Маша смотрела недоумевающе, поэтому он спохватился, потер лоб, улыбнулся через силу.
– Простите меня, Мэри, я сам не знаю, что я несу. В вашем присутствии я становлюсь глупее, чем есть на самом деле. Конечно, это не мое дело, и вы вправе распоряжаться своей квартирой так, как считаете нужным. Я с удовольствием познакомлюсь с вашим квартирантом. Поэтому давайте считать, что насчет обеда и последующего чая на вашей территории мы договорились.

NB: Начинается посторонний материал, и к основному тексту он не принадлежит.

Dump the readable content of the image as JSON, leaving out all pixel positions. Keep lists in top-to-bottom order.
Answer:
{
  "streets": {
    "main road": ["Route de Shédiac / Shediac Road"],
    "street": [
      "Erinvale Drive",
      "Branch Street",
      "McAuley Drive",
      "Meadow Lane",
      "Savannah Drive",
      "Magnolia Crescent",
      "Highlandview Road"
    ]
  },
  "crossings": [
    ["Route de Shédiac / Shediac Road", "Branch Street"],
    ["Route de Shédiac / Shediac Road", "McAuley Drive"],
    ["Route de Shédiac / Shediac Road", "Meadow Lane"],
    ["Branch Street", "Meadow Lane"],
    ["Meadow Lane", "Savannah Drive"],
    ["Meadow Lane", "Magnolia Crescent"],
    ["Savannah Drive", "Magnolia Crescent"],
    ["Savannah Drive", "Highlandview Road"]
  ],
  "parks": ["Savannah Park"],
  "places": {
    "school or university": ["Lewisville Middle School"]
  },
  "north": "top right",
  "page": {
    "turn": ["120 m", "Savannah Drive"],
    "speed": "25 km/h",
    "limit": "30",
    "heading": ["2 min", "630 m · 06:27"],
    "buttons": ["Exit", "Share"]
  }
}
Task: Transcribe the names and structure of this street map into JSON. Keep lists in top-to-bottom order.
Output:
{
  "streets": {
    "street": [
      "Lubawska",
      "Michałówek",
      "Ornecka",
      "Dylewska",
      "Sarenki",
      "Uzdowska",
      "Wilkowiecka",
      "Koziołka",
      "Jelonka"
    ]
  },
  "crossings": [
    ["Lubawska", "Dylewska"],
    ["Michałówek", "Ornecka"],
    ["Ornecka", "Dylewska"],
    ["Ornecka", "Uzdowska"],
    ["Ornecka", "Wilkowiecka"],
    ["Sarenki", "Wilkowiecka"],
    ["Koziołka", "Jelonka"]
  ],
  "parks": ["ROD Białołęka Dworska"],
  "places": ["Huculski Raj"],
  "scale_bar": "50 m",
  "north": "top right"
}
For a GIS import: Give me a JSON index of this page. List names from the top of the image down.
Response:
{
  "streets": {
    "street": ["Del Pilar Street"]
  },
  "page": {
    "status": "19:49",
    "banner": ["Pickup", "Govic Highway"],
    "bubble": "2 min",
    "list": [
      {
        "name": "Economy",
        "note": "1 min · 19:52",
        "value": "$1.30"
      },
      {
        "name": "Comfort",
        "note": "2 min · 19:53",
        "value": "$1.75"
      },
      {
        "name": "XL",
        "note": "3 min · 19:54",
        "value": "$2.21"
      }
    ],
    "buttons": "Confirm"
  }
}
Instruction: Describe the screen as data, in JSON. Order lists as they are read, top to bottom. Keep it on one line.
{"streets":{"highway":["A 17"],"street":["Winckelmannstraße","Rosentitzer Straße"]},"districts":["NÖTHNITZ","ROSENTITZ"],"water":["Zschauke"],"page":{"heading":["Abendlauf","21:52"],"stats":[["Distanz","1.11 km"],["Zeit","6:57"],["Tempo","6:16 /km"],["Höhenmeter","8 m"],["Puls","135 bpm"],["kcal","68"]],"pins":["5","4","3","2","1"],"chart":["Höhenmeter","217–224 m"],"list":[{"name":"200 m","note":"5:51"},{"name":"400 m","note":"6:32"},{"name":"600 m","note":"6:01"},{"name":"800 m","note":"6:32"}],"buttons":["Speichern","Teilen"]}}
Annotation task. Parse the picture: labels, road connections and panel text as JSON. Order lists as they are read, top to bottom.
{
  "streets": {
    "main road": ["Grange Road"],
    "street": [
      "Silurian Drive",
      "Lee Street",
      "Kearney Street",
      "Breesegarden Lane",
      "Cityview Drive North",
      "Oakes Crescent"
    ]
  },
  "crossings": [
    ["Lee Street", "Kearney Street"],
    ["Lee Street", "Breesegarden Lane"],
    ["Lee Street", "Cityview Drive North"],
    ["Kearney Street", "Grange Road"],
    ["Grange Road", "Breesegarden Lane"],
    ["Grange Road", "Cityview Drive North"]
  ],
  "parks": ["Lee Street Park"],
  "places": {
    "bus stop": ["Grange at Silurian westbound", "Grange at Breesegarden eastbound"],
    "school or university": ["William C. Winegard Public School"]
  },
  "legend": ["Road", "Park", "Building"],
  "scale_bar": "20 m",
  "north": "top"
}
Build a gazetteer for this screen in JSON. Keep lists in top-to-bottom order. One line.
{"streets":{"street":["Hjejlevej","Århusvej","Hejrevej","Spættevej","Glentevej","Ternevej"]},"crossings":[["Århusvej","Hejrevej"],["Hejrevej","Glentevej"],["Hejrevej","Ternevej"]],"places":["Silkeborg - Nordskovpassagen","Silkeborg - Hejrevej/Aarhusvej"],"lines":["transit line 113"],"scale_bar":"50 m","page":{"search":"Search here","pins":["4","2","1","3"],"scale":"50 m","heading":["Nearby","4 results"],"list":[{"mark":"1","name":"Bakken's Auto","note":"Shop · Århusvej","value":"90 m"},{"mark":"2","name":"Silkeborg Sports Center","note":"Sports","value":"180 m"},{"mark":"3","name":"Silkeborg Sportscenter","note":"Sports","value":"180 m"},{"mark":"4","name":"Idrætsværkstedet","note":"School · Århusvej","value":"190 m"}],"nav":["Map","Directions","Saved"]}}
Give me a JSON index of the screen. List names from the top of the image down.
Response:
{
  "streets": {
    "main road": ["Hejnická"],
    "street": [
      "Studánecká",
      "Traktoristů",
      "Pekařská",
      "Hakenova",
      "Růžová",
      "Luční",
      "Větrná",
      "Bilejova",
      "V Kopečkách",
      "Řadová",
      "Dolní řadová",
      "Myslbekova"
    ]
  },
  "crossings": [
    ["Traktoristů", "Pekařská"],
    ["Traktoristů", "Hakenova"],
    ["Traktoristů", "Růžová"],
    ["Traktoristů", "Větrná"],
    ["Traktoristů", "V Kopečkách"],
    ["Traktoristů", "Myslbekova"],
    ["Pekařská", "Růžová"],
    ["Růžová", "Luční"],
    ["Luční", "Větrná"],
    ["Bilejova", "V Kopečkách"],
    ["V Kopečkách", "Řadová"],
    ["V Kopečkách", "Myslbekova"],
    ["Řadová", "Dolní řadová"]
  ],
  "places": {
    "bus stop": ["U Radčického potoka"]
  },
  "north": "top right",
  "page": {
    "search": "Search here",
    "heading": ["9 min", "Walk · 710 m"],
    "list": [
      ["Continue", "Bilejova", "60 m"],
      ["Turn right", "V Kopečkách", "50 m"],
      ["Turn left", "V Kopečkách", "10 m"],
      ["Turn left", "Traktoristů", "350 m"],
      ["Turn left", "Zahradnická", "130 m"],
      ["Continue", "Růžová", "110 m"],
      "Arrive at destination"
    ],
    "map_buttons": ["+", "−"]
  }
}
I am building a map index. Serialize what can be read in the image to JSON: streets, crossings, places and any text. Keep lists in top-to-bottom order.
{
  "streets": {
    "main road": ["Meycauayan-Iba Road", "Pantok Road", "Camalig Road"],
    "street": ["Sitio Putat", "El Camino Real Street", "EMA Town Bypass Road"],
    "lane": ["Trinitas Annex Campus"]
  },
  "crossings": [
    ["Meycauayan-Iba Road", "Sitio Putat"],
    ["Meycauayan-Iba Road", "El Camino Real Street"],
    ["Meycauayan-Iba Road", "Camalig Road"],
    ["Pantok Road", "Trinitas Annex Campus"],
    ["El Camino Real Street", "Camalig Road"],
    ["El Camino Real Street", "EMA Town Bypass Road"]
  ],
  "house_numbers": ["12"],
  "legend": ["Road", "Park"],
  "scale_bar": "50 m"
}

– Конечно. – Маша улыбнулась, немного виновато. – Гордон, если вы не против, мне нужно сделать некоторые дела, а потом вернуться на завод. Извините.
– Нет, это вы меня извините. Как же хорошо, что я к вам заехал, – бодро сказал он и помахал Маше рукой. – Нет, Мэри, не надо меня провожать, я найду дорогу.
Он подхватил с соседнего стула свой пуховик и ушел, насвистывая какую-то незнакомую Маше мелодию.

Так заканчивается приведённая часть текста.